Personal information
- Date of birth: 27 June 1996 (age 30)
- Place of birth: Nyanza Lac, Burundi
- Height: 1.64 m (5 ft 5 in)
- Position: Winger

Youth career
- 2011–2012: FFSA NTC

Senior career*
- Years: Team / Apps / (Gls)
- 2012–2014: Playford City / 26 / (20)
- 2014–2015: Adelaide Raiders / 48 / (19)
- 2016: Croydon Kings / 22 / (3)
- 2017: Melbourne Knights / 23 / (6)
- 2018: Avondale / 26 / (8)
- 2019–2021: Melbourne Victory / 61 / (6)
- 2021–2022: Sydney FC / 17 / (3)
- 2022–2023: Sepahan / 15 / (0)
- 2023–2024: PSS Sleman / 15 / (0)
- 2024–2025: Balzan / 13 / (1)
- 2025–2026: Immigration / 10 / (2)

International career
- 2019–: Burundi / 9 / (0)

= Elvis Kamsoba =

Burundian footballer

Elvis Kamsoba (born 27 June 1996) is a Burundian professional footballer who plays as a winger for the Burundi national team.

==Early life==
Elvis Kamsoba was born on 27 June 1996 in Burundi. He moved with his family to a Tanzanian refugee camp when he was four months old, and lived there for 11 years before migrating to Adelaide, South Australia, in 2008.

His younger brother is footballer Pacifique Niyongabire.

==Club career==
In October 2016, Melbourne Knights announced the signing of Elvis Kamsoba for the 2017 NPL Victoria season. Kamsoba scored six goals for Knights in 2017, as his side narrowly avoided relegation, defeating Dandenong City in the promotion-relegation playoff.

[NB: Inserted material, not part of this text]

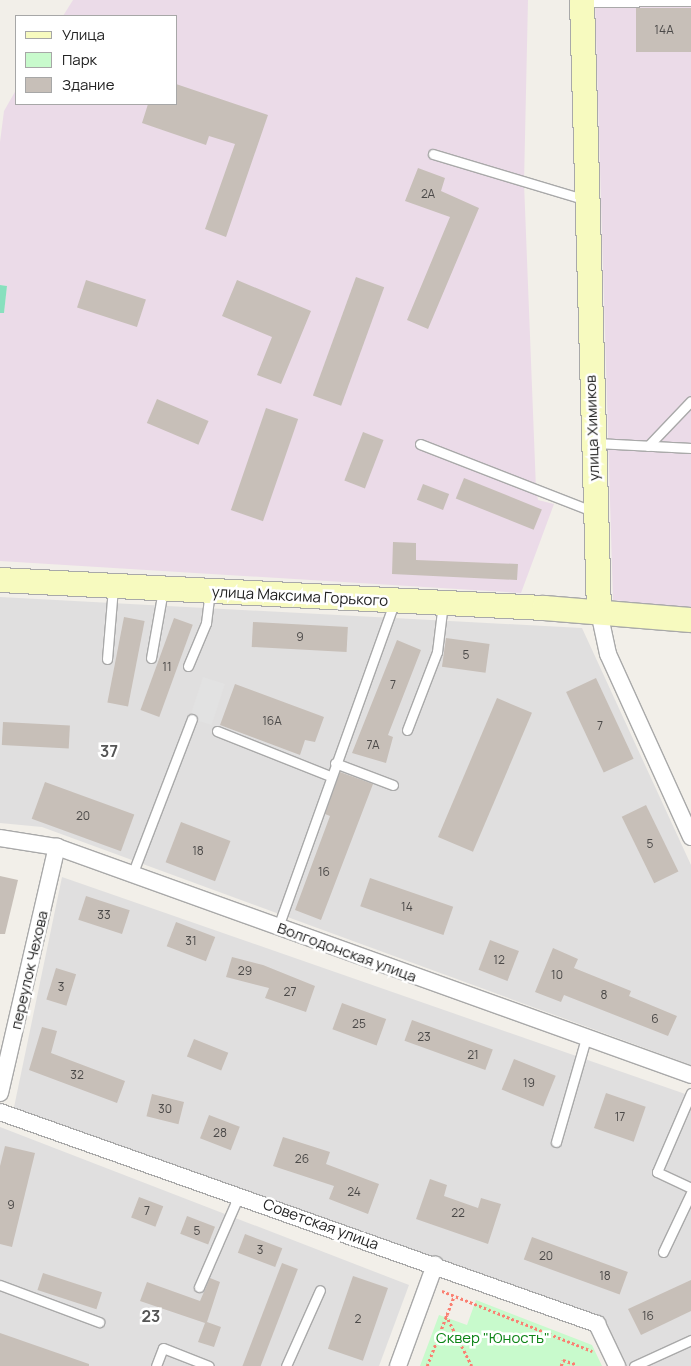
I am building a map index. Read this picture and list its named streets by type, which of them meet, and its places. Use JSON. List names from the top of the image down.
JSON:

Kamsoba came to Australia's attention after a brilliant 2018 FFA Cup campaign for Avondale FC. Avondale went on to make the quarter-final, the club's best finish before losing out to reigning champions Sydney FC. As a result of his impressive performances with Avondale, Kamsoba was awarded the inaugural Mike Cockerill Medal, awarded to the best NPL player in the FFA Cup.

=== Melbourne Victory ===
Following a successful trial period, Kamsoba signed for A-League club Melbourne Victory on an 18-month contract on 3 January 2019. He made his professional debut for the club on 9 January 2019 in an A-League match against Adelaide United.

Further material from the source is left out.